9 Surprising Foods That May Raise Your Cholesterol
Is your diet heart-healthy? Even if you don't have any signs, symptoms, or family history of heart disease, it is important to eat a heart-healthy diet.
High blood cholesterol doesn't happen overnight; it develops over time. And it's a culprit to developing heart disease.
The CDC estimates that more than 35 million American adults are at risk for heart disease with cholesterol levels of 240 mg/dl or higher.
When it comes to cholesterol sabotage, foods high in saturated and trans fats top the list.
February is Heart Health Month and the perfect time to take a good look at your diet and see if you are eating too many of the wrong kinds of foods that can increase LDL (bad) cholesterol levels or lower HDL (good) cholesterol.

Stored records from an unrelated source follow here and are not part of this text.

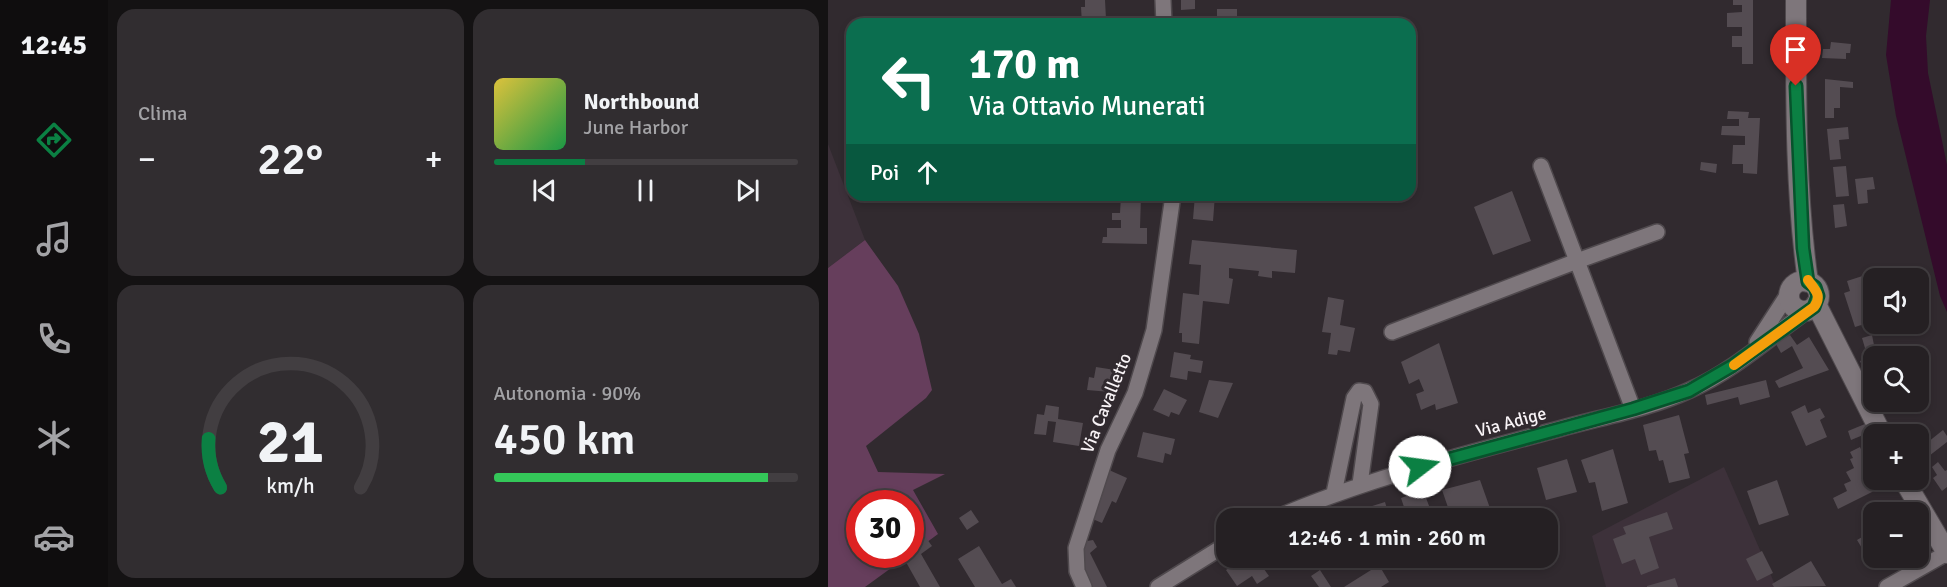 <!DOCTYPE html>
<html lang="it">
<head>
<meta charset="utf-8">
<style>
  :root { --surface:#252023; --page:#312d30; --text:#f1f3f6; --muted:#a3a3a6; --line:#423e41; --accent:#0b8043 }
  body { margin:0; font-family:Signika,sans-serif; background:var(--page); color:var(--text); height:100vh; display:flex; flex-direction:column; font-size:22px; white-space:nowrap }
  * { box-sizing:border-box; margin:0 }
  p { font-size:20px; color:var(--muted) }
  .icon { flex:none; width:33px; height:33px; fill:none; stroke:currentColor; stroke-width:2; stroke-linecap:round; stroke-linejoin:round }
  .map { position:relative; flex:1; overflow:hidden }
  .panel { display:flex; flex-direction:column; gap:9px; padding:9px; background:#141213; width:720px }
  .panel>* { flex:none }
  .hud { position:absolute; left:18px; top:18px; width:570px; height:183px; border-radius:18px; box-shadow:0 3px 9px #0003,0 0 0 2px var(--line); background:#0b6e4f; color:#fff; overflow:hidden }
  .buttons { position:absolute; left:1035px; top:268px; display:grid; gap:12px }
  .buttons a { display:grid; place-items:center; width:66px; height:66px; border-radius:12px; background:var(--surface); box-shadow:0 3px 9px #0003,0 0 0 2px var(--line); font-size:30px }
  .speed { position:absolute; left:18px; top:490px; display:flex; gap:12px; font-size:30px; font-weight:700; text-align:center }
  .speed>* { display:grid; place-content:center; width:78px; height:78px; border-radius:50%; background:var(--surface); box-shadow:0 3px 9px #0003,0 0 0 2px var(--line); line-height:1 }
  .speed .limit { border:9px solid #d22; background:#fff; color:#111 }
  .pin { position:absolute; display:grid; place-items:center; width:51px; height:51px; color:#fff; margin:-62px -26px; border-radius:50% 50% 50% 0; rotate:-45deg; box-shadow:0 0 6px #0007 }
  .pin .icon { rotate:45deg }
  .me { position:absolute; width:66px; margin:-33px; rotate:75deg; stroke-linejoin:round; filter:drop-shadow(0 0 4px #0008) }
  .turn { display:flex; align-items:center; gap:21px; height:126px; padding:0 24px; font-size:27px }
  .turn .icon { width:78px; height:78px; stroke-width:2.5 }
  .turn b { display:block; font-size:42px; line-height:51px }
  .then { display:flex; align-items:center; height:57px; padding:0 24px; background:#0003; gap:12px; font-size:22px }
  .big { font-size:45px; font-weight:600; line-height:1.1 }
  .panel .tile { flex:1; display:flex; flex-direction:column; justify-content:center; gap:9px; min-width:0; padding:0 21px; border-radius:18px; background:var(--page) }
  .panel .dial { align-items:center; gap:0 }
  .dial svg { height:156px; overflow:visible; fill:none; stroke:var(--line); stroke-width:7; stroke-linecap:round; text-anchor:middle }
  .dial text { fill:var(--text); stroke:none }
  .song { display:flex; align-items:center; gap:18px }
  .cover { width:72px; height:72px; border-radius:9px; background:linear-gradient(135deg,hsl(50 70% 55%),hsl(140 70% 35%)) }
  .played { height:6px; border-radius:3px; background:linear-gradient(90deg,var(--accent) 30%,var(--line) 30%) }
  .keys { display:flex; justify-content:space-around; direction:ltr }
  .heat { display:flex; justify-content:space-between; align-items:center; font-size:33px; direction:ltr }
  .charge { height:9px; border-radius:4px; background:linear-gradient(90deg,#34c759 90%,var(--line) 0) }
  .panel .tiles { flex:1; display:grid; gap:9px; grid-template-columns:repeat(2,1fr) }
  .trip { position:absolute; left:388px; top:508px; width:342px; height:60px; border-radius:18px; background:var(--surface); box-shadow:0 3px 9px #0003,0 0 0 2px var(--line); font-weight:600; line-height:60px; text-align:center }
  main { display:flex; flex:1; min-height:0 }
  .dock { display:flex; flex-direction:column; width:108px; justify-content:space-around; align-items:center; background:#0f0d0e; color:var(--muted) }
  .dock .icon { width:42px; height:42px }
  .dock .current { color:var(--accent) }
  .dock b { font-size:27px; color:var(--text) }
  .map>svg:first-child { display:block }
  .built { fill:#3d313a }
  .green { fill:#663e5c }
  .water { fill:#340b2b }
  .building { fill:#544c52 }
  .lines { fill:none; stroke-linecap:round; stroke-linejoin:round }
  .minor-casing { stroke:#4f494d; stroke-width:18 }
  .tertiary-casing { stroke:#4f494d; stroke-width:22 }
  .minor { stroke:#7e767b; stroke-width:15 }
  .tertiary { stroke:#7e767b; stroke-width:20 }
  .route-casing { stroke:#07532c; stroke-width:15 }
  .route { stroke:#0b8043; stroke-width:10 }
  .slow { stroke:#f59e0b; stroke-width:10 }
  .labels { text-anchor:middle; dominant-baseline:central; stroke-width:6; stroke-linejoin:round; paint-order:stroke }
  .street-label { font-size:18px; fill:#f8f3f6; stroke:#312a2f }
</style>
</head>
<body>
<main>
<nav class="dock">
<b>12:45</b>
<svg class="icon current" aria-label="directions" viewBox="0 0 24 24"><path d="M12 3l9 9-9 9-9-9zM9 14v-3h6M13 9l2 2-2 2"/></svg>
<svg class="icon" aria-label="music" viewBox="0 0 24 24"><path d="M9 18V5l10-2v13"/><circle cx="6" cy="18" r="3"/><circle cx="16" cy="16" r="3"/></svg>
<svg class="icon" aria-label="phone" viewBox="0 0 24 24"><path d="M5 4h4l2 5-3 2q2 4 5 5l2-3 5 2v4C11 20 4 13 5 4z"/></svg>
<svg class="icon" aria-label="climate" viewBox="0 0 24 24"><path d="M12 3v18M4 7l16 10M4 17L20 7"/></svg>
<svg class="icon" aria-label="car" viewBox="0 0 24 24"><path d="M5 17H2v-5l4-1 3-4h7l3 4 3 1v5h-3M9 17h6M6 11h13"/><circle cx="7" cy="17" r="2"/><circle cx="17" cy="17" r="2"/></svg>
</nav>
<section class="panel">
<div class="tiles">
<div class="tile"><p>Clima</p>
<div class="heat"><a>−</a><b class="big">22°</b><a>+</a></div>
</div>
<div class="tile">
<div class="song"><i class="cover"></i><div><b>Northbound</b><p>June Harbor</p></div></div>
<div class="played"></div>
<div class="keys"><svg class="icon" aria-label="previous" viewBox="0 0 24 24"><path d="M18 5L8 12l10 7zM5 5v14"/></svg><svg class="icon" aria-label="pause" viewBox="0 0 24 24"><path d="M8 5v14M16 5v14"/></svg><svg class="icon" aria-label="next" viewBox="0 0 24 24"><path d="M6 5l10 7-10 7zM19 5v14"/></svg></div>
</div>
<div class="tile dial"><svg viewBox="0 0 100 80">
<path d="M14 69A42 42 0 1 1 86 69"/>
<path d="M14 69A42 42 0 0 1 8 44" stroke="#0b8043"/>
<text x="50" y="56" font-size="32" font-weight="700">21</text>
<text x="50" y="72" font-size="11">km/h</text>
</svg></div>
<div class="tile"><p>Autonomia · 90%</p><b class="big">450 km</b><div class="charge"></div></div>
</div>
</section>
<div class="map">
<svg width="1119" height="587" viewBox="0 0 1119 587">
  <rect width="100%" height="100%" fill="#312a2f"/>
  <!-- built -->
  <path class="built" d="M0 144 37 240 0 268Z
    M896 467 948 587H778L764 536Z"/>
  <!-- green -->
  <path class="green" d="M37 240 70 286 91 334 104 390 98 398 38 446 50 472 117 474 85 490 110 534 83 554 82 504H32V555H81L37 587H0V268Z"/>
  <!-- water -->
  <path class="water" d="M1063 0H1102L1098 36 1100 73 1119 165V312L1112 296 1068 116 1058 55Z"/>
  <!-- building -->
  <path class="building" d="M257 0H277L278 19H285V24H254L253 7H257Z
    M353 0H367V9L353 10Z
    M905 0H925V64H914V47H904V36H914V27H899V13L914 12V5H905Z
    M389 9H409V16L389 17Z
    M1003 42 1023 44 1022 53H1018V59L994 58 995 49H1002Z
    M997 79 1025 82V88L1012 87V108H1006V118H997Z
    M900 111 921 112 920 118H932L929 174 915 173V164H904L905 145H917V136L893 135 894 126H911V119H899Z
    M1020 127 1021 139 1011 140 1013 159 1002 160 999 129Z
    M873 162 889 164 888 173 872 170Z
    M1018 166 1021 196 1008 197 1005 167Z
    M1045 177 1047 189 1039 190 1040 203 1030 204 1027 179Z
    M684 191 703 241 665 255 646 207Z
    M239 195H278V197L239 198Z
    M367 195H387L385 221 365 219Z
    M293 196H313L312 228H319V244L274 243 275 237H279V228H293V220H284V213H292Z
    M1016 204 1019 226 1007 228 1005 205Z
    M364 240 469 250 467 273 444 271V278L430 276 431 271 401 268V278L405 279 401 304 375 301 371 344 354 342V333H351L355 293 371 295 373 265 361 264Z
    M1056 269 1059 279H1046V321L1027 327 1016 293 1022 291 1019 281Z
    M500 297 516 300 512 325 527 328 522 352 510 350 509 355 500 354 503 333 494 332Z
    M962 335 969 345 981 337 1001 370 951 388 947 381 975 368 964 346 953 353 948 344Z
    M1044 335 1048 355 1059 353 1060 356 1069 353 1071 357H1046V368L1036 370 1032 361 1040 358 1034 338Z
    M611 343 630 403 608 410 607 404 593 410 588 394 596 391 591 379 581 384 573 362Z
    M346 352 363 355 362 359 375 361 373 373 360 371 359 380 342 377Z
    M268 367 287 370 282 392 259 390 261 377 266 378Z
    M381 380 405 383 390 418 371 412Z
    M938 380 942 397 912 405 910 397 879 405 877 395Z
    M336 389 359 400 351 415 343 412 341 417 325 410Z
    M1053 402H1066L1069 406 1058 412Z
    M218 405 231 407 230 419 255 423 251 446 225 442 228 422 220 421 218 435 206 434 209 414 216 415Z
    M977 405 980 413 992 408 997 417 992 420 999 437 978 446 963 412Z
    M851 415 861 453 856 454 862 478 841 483 835 460 831 461 828 450 821 451 815 425Z
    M1037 424 1040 433 1023 440 1020 431Z
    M1115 430 1119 436V442L1092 463 1090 450Z
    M315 432 347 439 343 455 337 453 335 463 309 457Z
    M1032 447 1043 470 1046 468V480H1053L1056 486 1010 509 1005 498 1019 491 1016 484 1023 481 1018 472 1026 468 1022 459 1025 458 1022 452Z
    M785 449 800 503 774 511 767 482 761 483 753 460Z
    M739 459 749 492 718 500 709 468Z
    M1110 462 1117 471 1119 470V487L1114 491 1105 478 1109 475 1104 467Z
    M281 470 299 478 288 503 284 501 274 523 260 517Z
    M652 480 663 511 634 519H624L614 490Z
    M949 480 961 515 931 525 919 491Z
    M595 490 603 511 580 519 573 498Z
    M557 502 562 519H528L525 512Z
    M143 510 151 522 139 530 131 518Z
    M839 512 845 529 821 537 831 568 813 575 807 559 794 564 785 539 798 534 795 527Z
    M1046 525V558H1052L1043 563 1029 540 1041 533 1038 529Z
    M91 528 104 546 93 554 112 587H92L74 555H82V533Z
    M265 540 269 547 262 553 279 587H265L251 563 253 542Z
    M151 546 174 584 183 579 188 587H147L130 559Z
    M934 551 945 573 929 581 918 559Z
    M416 558H428L441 576 429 584 424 576 409 586 398 570Z
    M983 561 998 586 946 587 944 584Z
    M551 565 561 582 553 587H516Z
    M492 570 503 587H491L483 576Z
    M847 578 850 587H819V586Z"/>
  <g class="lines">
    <!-- minor casing -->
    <g class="minor-casing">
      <path id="minor" d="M335 0 336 24
        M713 166 749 261 829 232
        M564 332 749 261 805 409
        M929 342 962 291
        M506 493 526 398 531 391 537 392 543 404 532 484
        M445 519C537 479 634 455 731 429 774 417 821 409 862 390 905 371 941 338 979 311
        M256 587 249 571 248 548 280 450 307 393 326 330 345 195
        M330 587 399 544
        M1059 587 1119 553"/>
    </g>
    <!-- tertiary casing -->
    <g class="tertiary-casing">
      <path id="tertiary" d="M968 0C968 94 967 189 980 282
        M961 296a15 15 0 1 1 30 0a15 15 0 1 1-30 0Z
        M988 304 1054 435
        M1076 480 1119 553"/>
    </g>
    <!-- minor -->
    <use href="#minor" class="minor"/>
    <!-- tertiary -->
    <use href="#tertiary" class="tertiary"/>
  </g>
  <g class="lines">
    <!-- route casing -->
    <g class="route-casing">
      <path id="route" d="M592 467 805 409 861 391 904 366 986 307 990 296 987 287 980 282 975 248 968 86"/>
    </g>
    <!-- route -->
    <use href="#route" class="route"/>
    <!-- slow -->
    <path class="slow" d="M906 365 986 307C995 295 986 289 980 280"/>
  </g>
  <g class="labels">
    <!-- street labels -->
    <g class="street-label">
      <text transform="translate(278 403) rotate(-68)">Via Cavalletto</text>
      <text transform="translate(683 422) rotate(-15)">Via Adige</text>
    </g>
  </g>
</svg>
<div class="buttons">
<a><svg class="icon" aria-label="sound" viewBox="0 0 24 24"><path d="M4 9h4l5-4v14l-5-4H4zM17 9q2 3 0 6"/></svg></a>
<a><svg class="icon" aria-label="search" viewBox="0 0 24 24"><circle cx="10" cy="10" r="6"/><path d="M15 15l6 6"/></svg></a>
<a>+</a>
<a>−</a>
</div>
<div class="speed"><div class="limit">30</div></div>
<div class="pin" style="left:968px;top:86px;background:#d93025"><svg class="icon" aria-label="arrive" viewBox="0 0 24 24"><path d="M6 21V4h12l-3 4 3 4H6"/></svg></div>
<svg class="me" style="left:592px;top:467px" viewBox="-20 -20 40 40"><circle r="19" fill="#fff"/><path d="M0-13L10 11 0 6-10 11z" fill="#0b8043"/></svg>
<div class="trip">12:46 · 1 min · 260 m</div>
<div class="hud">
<div class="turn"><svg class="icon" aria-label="left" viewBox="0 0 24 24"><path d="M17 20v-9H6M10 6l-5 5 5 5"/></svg><div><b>170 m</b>Via Ottavio Munerati</div></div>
<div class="then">Poi<svg class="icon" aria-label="ahead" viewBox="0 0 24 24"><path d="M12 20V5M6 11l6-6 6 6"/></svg></div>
</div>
</div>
</main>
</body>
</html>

Familiar saboteurs include butter, lard, fast foods, junk foods, high-fat meats, cream, liver, and hidden trans fats in baked goods and processed foods such as crackers.
Because diet is so important to heart health, you can prevent or manage heart disease with your knife and fork. To help you improve your heart health, WebMD asked nutrition experts for cholesterol-raising foods that might be surprising and one that often gets blamed but doesn't deserve it.
Eggs Are Not The Enemy
If you think eggs belong on the avoid list, think again.
"Foods high in saturated fat can increase cholesterol more than foods high in cholesterol, like eggs," says Columbia University nutrition researcher Wahida Karmally, DrPH, RD.
The American Heart Association (AHA) recommends getting no more than 300 milligrams (mg) of cholesterol per day and says an egg a day is OK for healthy adults.
People see the egg as an icon for high cholesterol because one large egg contains 186 mg cholesterol but only 1.6 grams (g) of saturated fat. Studies show that saturated fat is much worse than dietary cholesterol at raising blood cholesterol levels.
Red meat shares the same negative press. "There is a common misconception that red meat is not allowed, but if it is lean and the portion is 3 ounces, it is acceptable," says Karmally. The AHA recommends choosing trimmed, lean beef and eating no more than 6 ounces per day.